Rätselhafte Verletzung
Soweit die Version der Punks und einiger Augenzeugen. Im Polizeibericht zur Nacht heißt es dagegen nur: „Im Verlauf der Anzeigenaufnahme kam es zum Widerstand gegen Vollstreckungsbeamte mit Körperverletzungen und einer versuchten Gefangenenbefreiung gegen die ersteinschreitenden Polizeibeamten. Bei der Schlägerei und dem nachfolgenden Einsatz wurden mehrere Personen, darunter auch Polizeibeamte, verletzt.“
Wie sich der Polizist verletzt haben kann, ist für die Gruppe ein Rätsel: „Er ist nicht mal hingefallen, als ich ihn von Franz wegziehen wollte“, sagt Hans.
Ihr Fall ist nur einer von vielen, bei denen die bayerische Polizei hart, vermutlich zu hart vorging. Oft landen nicht die Polizisten, sondern die Opfer auf der Anklagebank: 2009 brechen Polizisten der Spezialeinheit USK Jan A. im Einsatz die Finger, weil dieser an einer verbotenen Stelle gegrillt hatte. A. wurde zu 1.500 Euro Schmerzensgeld verurteilt. 2010 ringen Polizisten eine Familie in Rosenheim nieder und bekommen eine Anzeige. 2011 rammen Beamte eine Dolmetscherin am Münchner Hauptbahnhof gegen die Wand. Die Polizisten zeigen sie an. 2011 verprügelt der Rosenheimer Polizeichef einen 15-Jährigen. Teresa Z. ruft 2013 die Beamten zur Hilfe, wird auf einer Münchner Wache gefesselt und von einem Polizisten ins Krankenhaus geprügelt.
Das Urteil der Dorfgemeinschaft steht fest
Gruppen wie Amnesty International (AI) kritisieren seit Langem, dass die Polizei in solchen Fällen gegen sich selbst ermitteln muss – wenn Aussage gegen Aussage steht. Viele Verfahren werden eingestellt. In Bayern sei die Situation noch schlechter als in anderen Bundesländern, stellte AI schon 2011 fest.
Unter anderem öffentlicher Druck führte dazu, dass Frank W., der Polizist, der Teresa Z. ins Gesicht schlug, zu zehn Monaten auf Bewährung verurteilt wurde. Im Dienst ist er bis heute. Doch anders als Teresa Z. können sich die Jungs im Bayerischen Wald nicht der Unterstützung der Öffentlichkeit, Medien und Zivilgesellschaft sicher sein. Im Gegenteil.
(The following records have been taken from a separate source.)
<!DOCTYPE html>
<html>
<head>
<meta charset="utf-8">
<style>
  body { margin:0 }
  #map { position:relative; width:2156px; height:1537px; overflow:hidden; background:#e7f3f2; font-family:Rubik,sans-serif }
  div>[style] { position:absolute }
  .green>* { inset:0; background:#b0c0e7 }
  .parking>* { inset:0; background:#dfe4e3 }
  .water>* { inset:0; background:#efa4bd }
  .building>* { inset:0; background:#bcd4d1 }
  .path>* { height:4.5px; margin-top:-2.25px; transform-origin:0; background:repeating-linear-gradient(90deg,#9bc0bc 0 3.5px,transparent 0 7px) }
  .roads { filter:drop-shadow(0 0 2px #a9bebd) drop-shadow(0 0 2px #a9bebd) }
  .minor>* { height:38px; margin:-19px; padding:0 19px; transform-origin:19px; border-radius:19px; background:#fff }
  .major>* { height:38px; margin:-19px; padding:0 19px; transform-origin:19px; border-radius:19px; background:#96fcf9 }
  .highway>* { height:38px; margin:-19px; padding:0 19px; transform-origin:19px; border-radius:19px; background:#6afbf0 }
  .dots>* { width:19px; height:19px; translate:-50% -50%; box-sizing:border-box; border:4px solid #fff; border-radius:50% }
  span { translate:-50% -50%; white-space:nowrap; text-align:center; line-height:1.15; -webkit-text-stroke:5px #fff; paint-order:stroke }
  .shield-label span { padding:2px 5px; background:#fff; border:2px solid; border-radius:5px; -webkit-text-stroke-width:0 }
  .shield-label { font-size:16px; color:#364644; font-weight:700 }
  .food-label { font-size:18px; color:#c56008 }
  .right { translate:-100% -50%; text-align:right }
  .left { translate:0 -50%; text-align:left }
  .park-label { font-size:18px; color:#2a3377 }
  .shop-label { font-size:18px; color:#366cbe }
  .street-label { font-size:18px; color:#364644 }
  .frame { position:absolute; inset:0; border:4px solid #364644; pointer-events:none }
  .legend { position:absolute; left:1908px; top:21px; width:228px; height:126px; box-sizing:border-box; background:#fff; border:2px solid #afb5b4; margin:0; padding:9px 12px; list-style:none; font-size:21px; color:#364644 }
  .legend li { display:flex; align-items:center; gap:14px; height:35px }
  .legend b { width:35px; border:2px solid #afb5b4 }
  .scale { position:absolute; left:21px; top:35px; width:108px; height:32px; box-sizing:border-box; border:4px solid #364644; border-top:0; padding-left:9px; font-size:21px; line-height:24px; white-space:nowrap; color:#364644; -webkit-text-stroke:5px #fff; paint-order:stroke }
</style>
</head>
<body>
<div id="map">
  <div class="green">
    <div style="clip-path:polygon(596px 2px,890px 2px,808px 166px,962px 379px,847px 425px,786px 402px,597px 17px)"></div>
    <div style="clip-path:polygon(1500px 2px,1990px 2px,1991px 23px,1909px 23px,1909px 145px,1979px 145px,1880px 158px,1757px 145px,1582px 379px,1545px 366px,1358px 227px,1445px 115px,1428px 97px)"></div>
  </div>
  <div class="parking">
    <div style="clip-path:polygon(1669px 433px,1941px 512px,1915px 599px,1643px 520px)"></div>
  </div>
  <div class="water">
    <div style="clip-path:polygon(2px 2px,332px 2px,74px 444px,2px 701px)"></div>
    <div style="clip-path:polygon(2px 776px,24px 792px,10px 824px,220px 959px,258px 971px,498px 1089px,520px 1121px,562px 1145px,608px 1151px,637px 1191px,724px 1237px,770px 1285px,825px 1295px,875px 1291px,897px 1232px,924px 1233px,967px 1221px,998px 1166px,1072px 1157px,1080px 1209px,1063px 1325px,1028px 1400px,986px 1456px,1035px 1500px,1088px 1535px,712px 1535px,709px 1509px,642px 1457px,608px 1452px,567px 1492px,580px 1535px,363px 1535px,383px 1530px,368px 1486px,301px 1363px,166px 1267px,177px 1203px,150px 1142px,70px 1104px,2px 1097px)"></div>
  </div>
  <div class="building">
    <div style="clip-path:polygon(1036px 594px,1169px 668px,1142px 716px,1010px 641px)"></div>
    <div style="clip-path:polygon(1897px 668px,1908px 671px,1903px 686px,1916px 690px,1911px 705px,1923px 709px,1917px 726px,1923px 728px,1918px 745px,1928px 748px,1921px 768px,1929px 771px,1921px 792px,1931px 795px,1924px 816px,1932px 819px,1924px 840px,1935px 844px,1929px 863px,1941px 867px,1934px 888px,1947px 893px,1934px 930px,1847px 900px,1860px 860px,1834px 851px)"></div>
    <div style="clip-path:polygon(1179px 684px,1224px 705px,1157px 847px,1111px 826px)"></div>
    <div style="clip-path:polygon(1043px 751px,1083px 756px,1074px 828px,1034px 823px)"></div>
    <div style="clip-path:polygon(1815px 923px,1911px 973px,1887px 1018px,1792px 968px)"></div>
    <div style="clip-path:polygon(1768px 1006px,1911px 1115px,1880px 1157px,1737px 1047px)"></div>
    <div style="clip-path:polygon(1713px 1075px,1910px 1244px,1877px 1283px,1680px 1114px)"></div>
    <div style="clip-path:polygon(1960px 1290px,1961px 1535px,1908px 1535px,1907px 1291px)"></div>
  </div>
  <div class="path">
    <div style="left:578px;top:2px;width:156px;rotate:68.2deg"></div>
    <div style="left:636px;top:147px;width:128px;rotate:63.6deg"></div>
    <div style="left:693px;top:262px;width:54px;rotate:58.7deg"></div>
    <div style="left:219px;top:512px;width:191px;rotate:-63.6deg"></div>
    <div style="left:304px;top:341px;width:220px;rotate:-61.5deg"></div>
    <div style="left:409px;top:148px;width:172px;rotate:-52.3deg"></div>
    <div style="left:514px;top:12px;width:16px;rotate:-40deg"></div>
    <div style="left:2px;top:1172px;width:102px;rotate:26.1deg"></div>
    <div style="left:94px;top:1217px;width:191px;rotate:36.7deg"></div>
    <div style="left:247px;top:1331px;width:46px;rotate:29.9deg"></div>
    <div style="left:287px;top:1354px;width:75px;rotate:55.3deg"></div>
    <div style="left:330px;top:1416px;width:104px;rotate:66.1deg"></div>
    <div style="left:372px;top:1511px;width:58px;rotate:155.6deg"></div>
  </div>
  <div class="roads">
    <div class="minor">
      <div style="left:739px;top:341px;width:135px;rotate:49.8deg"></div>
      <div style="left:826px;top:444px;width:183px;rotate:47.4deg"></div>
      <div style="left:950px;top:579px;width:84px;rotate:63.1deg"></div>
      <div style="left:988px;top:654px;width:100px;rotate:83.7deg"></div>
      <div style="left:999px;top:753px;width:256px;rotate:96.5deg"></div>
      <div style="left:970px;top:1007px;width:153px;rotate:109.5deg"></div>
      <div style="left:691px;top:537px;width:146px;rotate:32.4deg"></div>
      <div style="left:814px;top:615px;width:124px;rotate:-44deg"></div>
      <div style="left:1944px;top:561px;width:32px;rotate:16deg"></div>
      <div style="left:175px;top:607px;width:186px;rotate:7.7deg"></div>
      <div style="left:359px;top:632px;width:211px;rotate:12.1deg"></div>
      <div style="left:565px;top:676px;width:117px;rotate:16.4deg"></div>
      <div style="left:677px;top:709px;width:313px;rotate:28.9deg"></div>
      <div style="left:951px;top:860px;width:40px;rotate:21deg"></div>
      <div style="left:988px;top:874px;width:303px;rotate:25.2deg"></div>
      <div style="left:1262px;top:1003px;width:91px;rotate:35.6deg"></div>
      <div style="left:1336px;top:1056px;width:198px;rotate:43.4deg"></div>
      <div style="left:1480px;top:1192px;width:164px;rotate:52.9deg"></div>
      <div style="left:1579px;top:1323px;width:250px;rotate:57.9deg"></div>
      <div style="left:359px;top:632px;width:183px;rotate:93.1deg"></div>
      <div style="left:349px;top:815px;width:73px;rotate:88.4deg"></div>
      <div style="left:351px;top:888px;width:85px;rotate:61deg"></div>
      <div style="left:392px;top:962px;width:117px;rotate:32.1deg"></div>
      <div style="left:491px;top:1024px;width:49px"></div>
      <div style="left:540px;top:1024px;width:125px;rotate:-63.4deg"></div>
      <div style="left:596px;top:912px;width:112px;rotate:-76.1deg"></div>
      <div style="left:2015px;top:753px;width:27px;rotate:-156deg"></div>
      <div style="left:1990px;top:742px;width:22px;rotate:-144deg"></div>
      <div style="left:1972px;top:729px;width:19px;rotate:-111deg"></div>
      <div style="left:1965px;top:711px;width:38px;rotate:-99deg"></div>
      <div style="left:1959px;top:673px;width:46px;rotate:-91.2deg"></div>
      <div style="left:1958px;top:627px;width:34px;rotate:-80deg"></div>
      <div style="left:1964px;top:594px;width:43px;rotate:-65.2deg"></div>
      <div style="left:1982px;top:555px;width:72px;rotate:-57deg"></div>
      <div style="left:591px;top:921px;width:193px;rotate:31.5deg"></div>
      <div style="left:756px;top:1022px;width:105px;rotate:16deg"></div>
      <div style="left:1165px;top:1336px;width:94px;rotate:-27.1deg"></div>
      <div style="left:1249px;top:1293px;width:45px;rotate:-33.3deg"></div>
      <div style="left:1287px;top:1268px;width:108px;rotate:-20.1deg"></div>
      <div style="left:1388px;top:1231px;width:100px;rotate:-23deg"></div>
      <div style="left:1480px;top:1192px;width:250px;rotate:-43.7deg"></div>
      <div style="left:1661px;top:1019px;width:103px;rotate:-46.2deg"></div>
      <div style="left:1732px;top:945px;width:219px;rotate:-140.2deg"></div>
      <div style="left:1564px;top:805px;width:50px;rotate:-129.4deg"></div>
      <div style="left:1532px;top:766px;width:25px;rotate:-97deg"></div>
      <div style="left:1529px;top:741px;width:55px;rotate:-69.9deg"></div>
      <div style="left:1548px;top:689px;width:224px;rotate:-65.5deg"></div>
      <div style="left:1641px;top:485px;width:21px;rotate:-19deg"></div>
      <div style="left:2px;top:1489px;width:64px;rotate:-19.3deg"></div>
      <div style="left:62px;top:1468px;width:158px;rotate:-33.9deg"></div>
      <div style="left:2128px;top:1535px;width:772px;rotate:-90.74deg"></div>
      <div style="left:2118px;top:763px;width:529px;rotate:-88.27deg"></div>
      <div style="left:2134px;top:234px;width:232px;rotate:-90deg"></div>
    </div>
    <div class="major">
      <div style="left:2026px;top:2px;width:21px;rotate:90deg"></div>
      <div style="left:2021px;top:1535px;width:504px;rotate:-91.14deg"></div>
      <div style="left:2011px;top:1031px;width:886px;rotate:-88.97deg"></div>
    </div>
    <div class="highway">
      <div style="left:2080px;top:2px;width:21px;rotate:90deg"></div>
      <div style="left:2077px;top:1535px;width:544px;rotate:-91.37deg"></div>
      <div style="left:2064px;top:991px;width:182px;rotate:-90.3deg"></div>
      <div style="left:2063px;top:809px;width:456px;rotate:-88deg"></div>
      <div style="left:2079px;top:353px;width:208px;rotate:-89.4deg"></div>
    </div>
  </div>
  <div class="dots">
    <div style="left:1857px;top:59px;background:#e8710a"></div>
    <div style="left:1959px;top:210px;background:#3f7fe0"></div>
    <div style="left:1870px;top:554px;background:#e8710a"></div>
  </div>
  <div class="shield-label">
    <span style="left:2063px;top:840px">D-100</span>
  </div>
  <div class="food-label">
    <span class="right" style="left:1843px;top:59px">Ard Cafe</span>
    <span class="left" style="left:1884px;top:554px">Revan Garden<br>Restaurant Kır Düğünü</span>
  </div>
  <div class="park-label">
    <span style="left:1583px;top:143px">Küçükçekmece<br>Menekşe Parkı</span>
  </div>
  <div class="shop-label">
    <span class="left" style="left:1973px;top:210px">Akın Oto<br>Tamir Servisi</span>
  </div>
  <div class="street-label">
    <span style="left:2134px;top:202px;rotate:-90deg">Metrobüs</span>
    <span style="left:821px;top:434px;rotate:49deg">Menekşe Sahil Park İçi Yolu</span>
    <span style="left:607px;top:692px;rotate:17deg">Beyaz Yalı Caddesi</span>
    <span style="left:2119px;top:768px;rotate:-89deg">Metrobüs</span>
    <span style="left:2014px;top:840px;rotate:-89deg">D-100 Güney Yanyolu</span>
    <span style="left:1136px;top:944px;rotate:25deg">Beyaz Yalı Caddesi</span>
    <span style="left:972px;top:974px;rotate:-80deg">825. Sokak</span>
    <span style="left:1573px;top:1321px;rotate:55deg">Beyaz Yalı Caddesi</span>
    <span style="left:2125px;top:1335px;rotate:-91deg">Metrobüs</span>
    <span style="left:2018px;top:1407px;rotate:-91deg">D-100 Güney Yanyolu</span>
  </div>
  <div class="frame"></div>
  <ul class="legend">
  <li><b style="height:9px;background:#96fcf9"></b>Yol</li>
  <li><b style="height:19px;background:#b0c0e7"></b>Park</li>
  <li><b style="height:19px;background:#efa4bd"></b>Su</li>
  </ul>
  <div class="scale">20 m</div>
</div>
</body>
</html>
Das Urteil der Dorfgemeinschaft steht schon jetzt: „Wenn die Polizei hinlangt, dann trifft es schon die Richtigen, besonders, wenn die keine Lederhosen tragen. So sieht man das hier“, sagt Hans. Das gilt vielerorts in Bayern, in den ländlichen Gegenden ganz besonders: Polizei ist wie Kirche. Sie ist Teil der Ordnung, die nicht infrage gestellt wird.
Doch immerhin: Die Pfingst-Braut ist unter den Zeugen von Bad Kötzting. Sie bestätigt die Version der Jungs. Dass nicht sie die Angreifer waren, sondern die Polizei, und dass diese äußert brutal gegen die Punks vorging. „Ihr Amt und ihr Wort zählen mehr als der Landrat“, sagt Kai. Doch ob sie auch mehr zählen als die Polizei?